=== Study material ===

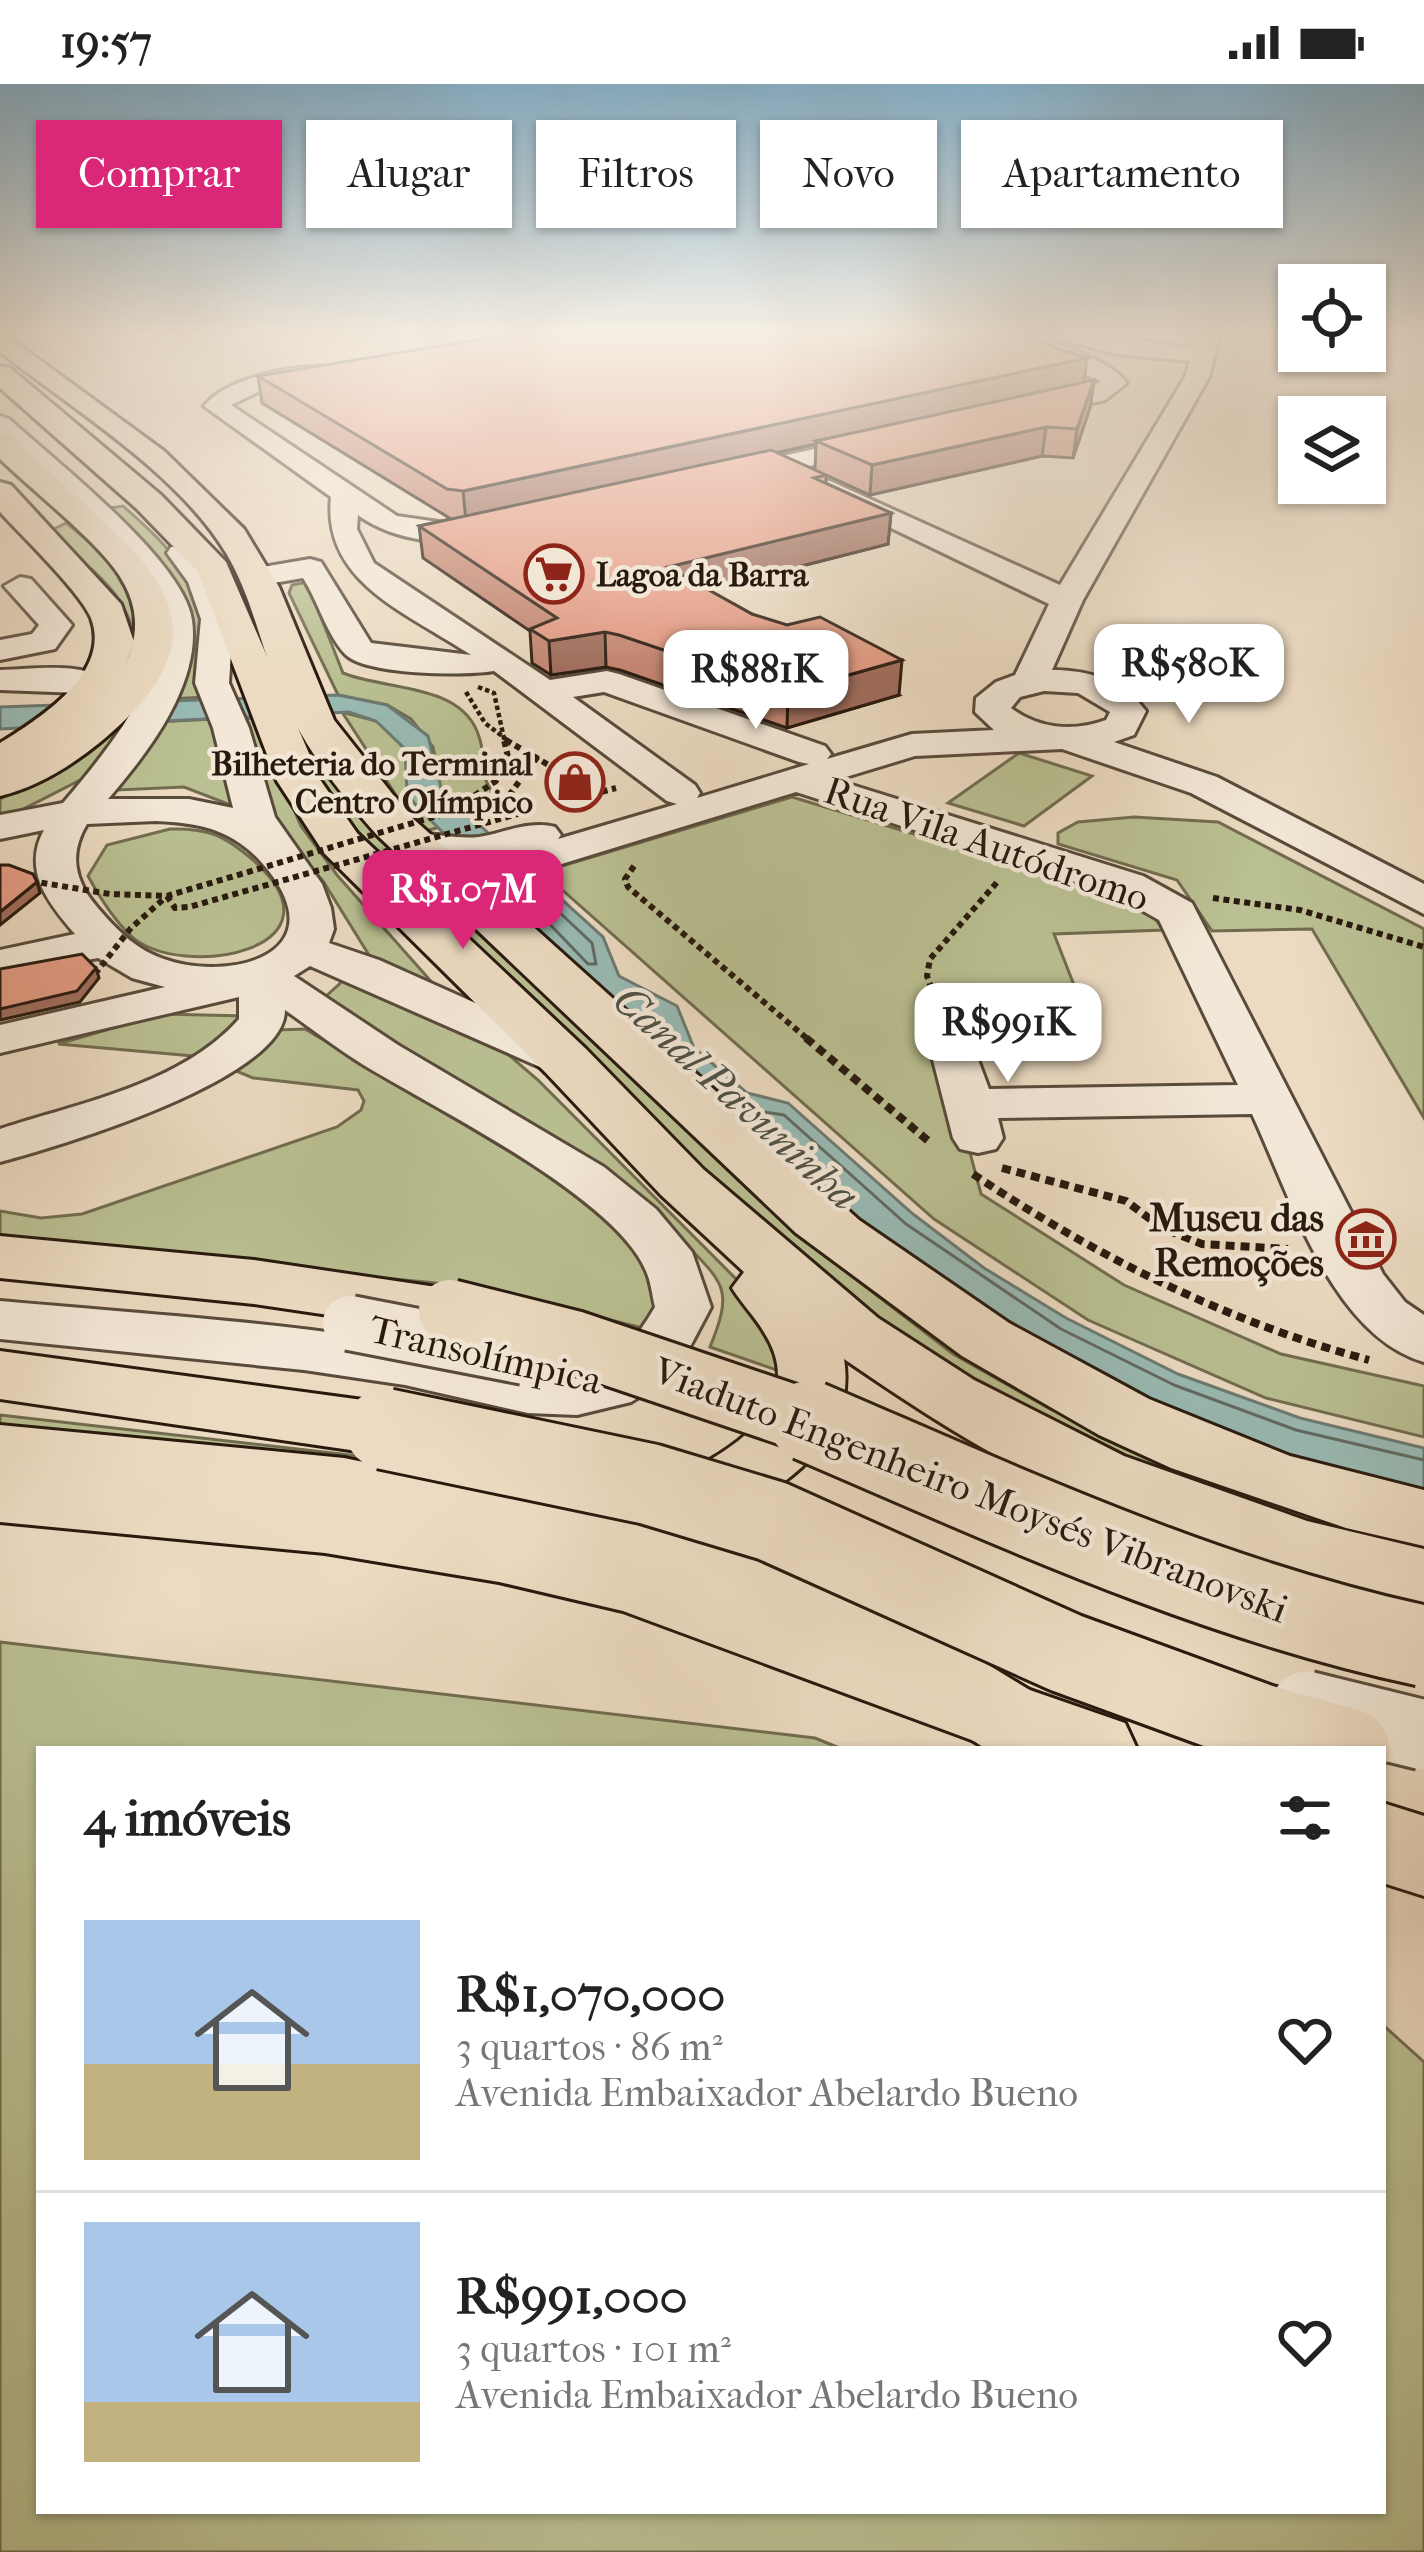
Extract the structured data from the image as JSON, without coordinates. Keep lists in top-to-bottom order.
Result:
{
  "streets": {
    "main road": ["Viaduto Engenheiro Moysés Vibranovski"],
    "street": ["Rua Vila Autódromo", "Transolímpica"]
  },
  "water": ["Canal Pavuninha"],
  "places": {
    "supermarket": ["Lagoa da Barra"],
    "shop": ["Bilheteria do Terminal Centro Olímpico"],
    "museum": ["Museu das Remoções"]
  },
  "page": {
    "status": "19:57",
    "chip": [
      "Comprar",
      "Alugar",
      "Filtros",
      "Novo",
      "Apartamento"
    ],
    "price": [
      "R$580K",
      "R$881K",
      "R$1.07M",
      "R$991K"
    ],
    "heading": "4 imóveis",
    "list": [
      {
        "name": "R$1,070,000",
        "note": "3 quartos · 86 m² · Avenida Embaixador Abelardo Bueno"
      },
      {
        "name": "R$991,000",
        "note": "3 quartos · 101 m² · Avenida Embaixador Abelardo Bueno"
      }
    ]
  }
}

=== How to complete this task ===
Output all of the data exactly. Skip the pictures.

=== Solution for this task ===
Extract the structured data from the image as JSON, without coordinates. Keep lists in top-to-bottom order.
Result:
{
  "streets": {
    "main road": ["Viaduto Engenheiro Moysés Vibranovski"],
    "street": ["Rua Vila Autódromo", "Transolímpica"]
  },
  "water": ["Canal Pavuninha"],
  "places": {
    "supermarket": ["Lagoa da Barra"],
    "shop": ["Bilheteria do Terminal Centro Olímpico"],
    "museum": ["Museu das Remoções"]
  },
  "page": {
    "status": "19:57",
    "chip": [
      "Comprar",
      "Alugar",
      "Filtros",
      "Novo",
      "Apartamento"
    ],
    "price": [
      "R$580K",
      "R$881K",
      "R$1.07M",
      "R$991K"
    ],
    "heading": "4 imóveis",
    "list": [
      {
        "name": "R$1,070,000",
        "note": "3 quartos · 86 m² · Avenida Embaixador Abelardo Bueno"
      },
      {
        "name": "R$991,000",
        "note": "3 quartos · 101 m² · Avenida Embaixador Abelardo Bueno"
      }
    ]
  }
}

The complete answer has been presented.